Present the data once more in exactly its original form.

--- START ---

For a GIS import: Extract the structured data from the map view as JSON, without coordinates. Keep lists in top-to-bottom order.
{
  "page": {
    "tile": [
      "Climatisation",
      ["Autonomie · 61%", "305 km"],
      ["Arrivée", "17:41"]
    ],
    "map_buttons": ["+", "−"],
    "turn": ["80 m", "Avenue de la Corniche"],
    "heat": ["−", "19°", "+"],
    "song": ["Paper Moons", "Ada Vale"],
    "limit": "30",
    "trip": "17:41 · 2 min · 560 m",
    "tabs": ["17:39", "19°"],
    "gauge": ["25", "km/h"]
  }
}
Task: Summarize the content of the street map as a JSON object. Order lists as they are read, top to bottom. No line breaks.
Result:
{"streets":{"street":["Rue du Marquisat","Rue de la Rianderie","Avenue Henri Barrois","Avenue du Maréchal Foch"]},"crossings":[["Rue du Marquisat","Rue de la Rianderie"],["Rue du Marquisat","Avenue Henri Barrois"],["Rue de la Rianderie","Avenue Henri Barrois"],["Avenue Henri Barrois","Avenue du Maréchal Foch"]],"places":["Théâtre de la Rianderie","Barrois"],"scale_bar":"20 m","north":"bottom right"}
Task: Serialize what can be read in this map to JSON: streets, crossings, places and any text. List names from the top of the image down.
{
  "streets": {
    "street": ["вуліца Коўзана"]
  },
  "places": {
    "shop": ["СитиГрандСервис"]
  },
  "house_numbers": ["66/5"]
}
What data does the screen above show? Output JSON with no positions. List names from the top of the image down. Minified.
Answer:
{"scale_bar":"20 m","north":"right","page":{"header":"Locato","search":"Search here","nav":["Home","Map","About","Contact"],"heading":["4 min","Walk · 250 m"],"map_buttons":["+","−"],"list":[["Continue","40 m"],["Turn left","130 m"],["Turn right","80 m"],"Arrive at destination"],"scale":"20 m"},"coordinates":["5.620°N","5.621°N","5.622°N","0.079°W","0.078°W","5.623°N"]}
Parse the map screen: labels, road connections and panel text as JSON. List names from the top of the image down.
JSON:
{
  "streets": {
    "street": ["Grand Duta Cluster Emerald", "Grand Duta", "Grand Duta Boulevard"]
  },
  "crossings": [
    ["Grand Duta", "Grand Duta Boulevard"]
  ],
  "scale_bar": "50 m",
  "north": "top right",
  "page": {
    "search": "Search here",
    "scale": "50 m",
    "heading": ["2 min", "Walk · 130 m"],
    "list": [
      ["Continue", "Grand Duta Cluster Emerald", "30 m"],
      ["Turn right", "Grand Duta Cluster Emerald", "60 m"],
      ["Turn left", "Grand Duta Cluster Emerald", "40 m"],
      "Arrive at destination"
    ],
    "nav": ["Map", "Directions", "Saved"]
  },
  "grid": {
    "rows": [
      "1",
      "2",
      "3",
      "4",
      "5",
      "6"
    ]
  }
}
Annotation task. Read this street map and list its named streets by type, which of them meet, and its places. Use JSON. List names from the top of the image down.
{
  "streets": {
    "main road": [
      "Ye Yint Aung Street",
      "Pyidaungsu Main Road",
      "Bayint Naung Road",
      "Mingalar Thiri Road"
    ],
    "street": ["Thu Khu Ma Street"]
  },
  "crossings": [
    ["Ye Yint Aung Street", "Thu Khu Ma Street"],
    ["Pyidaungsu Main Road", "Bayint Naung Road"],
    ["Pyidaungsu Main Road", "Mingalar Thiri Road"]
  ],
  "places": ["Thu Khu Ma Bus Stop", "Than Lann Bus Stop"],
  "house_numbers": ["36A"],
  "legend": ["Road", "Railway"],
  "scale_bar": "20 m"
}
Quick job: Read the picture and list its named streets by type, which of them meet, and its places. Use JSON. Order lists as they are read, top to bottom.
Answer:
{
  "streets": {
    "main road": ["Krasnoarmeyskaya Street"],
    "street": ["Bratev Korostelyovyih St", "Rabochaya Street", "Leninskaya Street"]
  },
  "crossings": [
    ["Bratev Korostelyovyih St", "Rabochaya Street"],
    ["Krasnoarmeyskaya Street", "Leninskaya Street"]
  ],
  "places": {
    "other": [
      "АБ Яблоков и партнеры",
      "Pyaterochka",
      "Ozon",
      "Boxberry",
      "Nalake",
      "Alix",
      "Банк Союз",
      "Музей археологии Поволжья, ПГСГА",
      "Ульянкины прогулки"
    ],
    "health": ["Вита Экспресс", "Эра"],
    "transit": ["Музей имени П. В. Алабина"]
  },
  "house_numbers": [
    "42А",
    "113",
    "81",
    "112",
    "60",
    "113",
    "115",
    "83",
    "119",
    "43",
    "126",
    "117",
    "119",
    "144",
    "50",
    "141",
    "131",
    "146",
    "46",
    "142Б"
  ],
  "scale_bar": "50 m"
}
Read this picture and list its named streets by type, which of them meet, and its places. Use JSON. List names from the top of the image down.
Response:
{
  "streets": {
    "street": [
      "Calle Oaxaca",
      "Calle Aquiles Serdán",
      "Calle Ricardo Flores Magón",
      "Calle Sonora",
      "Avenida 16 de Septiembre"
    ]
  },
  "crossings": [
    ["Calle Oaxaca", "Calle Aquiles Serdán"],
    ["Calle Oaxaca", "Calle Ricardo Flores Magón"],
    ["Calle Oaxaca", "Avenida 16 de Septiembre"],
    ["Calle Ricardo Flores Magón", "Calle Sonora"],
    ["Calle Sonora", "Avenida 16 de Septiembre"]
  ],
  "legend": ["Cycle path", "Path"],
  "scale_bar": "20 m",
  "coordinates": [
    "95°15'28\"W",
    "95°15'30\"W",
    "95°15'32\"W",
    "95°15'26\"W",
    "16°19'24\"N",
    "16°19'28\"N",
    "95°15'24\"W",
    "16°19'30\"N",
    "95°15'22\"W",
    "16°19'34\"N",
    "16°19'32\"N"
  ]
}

--- END ---

● YOUR RESPONSE
For a GIS import: Extract the structured data from the map view as JSON, without coordinates. Keep lists in top-to-bottom order.
{
  "page": {
    "tile": [
      "Climatisation",
      ["Autonomie · 61%", "305 km"],
      ["Arrivée", "17:41"]
    ],
    "map_buttons": ["+", "−"],
    "turn": ["80 m", "Avenue de la Corniche"],
    "heat": ["−", "19°", "+"],
    "song": ["Paper Moons", "Ada Vale"],
    "limit": "30",
    "trip": "17:41 · 2 min · 560 m",
    "tabs": ["17:39", "19°"],
    "gauge": ["25", "km/h"]
  }
}
Task: Summarize the content of the street map as a JSON object. Order lists as they are read, top to bottom. No line breaks.
Result:
{"streets":{"street":["Rue du Marquisat","Rue de la Rianderie","Avenue Henri Barrois","Avenue du Maréchal Foch"]},"crossings":[["Rue du Marquisat","Rue de la Rianderie"],["Rue du Marquisat","Avenue Henri Barrois"],["Rue de la Rianderie","Avenue Henri Barrois"],["Avenue Henri Barrois","Avenue du Maréchal Foch"]],"places":["Théâtre de la Rianderie","Barrois"],"scale_bar":"20 m","north":"bottom right"}
Task: Serialize what can be read in this map to JSON: streets, crossings, places and any text. List names from the top of the image down.
{
  "streets": {
    "street": ["вуліца Коўзана"]
  },
  "places": {
    "shop": ["СитиГрандСервис"]
  },
  "house_numbers": ["66/5"]
}
What data does the screen above show? Output JSON with no positions. List names from the top of the image down. Minified.
Answer:
{"scale_bar":"20 m","north":"right","page":{"header":"Locato","search":"Search here","nav":["Home","Map","About","Contact"],"heading":["4 min","Walk · 250 m"],"map_buttons":["+","−"],"list":[["Continue","40 m"],["Turn left","130 m"],["Turn right","80 m"],"Arrive at destination"],"scale":"20 m"},"coordinates":["5.620°N","5.621°N","5.622°N","0.079°W","0.078°W","5.623°N"]}
Parse the map screen: labels, road connections and panel text as JSON. List names from the top of the image down.
JSON:
{
  "streets": {
    "street": ["Grand Duta Cluster Emerald", "Grand Duta", "Grand Duta Boulevard"]
  },
  "crossings": [
    ["Grand Duta", "Grand Duta Boulevard"]
  ],
  "scale_bar": "50 m",
  "north": "top right",
  "page": {
    "search": "Search here",
    "scale": "50 m",
    "heading": ["2 min", "Walk · 130 m"],
    "list": [
      ["Continue", "Grand Duta Cluster Emerald", "30 m"],
      ["Turn right", "Grand Duta Cluster Emerald", "60 m"],
      ["Turn left", "Grand Duta Cluster Emerald", "40 m"],
      "Arrive at destination"
    ],
    "nav": ["Map", "Directions", "Saved"]
  },
  "grid": {
    "rows": [
      "1",
      "2",
      "3",
      "4",
      "5",
      "6"
    ]
  }
}
Annotation task. Read this street map and list its named streets by type, which of them meet, and its places. Use JSON. List names from the top of the image down.
{
  "streets": {
    "main road": [
      "Ye Yint Aung Street",
      "Pyidaungsu Main Road",
      "Bayint Naung Road",
      "Mingalar Thiri Road"
    ],
    "street": ["Thu Khu Ma Street"]
  },
  "crossings": [
    ["Ye Yint Aung Street", "Thu Khu Ma Street"],
    ["Pyidaungsu Main Road", "Bayint Naung Road"],
    ["Pyidaungsu Main Road", "Mingalar Thiri Road"]
  ],
  "places": ["Thu Khu Ma Bus Stop", "Than Lann Bus Stop"],
  "house_numbers": ["36A"],
  "legend": ["Road", "Railway"],
  "scale_bar": "20 m"
}
Quick job: Read the picture and list its named streets by type, which of them meet, and its places. Use JSON. Order lists as they are read, top to bottom.
Answer:
{
  "streets": {
    "main road": ["Krasnoarmeyskaya Street"],
    "street": ["Bratev Korostelyovyih St", "Rabochaya Street", "Leninskaya Street"]
  },
  "crossings": [
    ["Bratev Korostelyovyih St", "Rabochaya Street"],
    ["Krasnoarmeyskaya Street", "Leninskaya Street"]
  ],
  "places": {
    "other": [
      "АБ Яблоков и партнеры",
      "Pyaterochka",
      "Ozon",
      "Boxberry",
      "Nalake",
      "Alix",
      "Банк Союз",
      "Музей археологии Поволжья, ПГСГА",
      "Ульянкины прогулки"
    ],
    "health": ["Вита Экспресс", "Эра"],
    "transit": ["Музей имени П. В. Алабина"]
  },
  "house_numbers": [
    "42А",
    "113",
    "81",
    "112",
    "60",
    "113",
    "115",
    "83",
    "119",
    "43",
    "126",
    "117",
    "119",
    "144",
    "50",
    "141",
    "131",
    "146",
    "46",
    "142Б"
  ],
  "scale_bar": "50 m"
}
Read this picture and list its named streets by type, which of them meet, and its places. Use JSON. List names from the top of the image down.
Response:
{
  "streets": {
    "street": [
      "Calle Oaxaca",
      "Calle Aquiles Serdán",
      "Calle Ricardo Flores Magón",
      "Calle Sonora",
      "Avenida 16 de Septiembre"
    ]
  },
  "crossings": [
    ["Calle Oaxaca", "Calle Aquiles Serdán"],
    ["Calle Oaxaca", "Calle Ricardo Flores Magón"],
    ["Calle Oaxaca", "Avenida 16 de Septiembre"],
    ["Calle Ricardo Flores Magón", "Calle Sonora"],
    ["Calle Sonora", "Avenida 16 de Septiembre"]
  ],
  "legend": ["Cycle path", "Path"],
  "scale_bar": "20 m",
  "coordinates": [
    "95°15'28\"W",
    "95°15'30\"W",
    "95°15'32\"W",
    "95°15'26\"W",
    "16°19'24\"N",
    "16°19'28\"N",
    "95°15'24\"W",
    "16°19'30\"N",
    "95°15'22\"W",
    "16°19'34\"N",
    "16°19'32\"N"
  ]
}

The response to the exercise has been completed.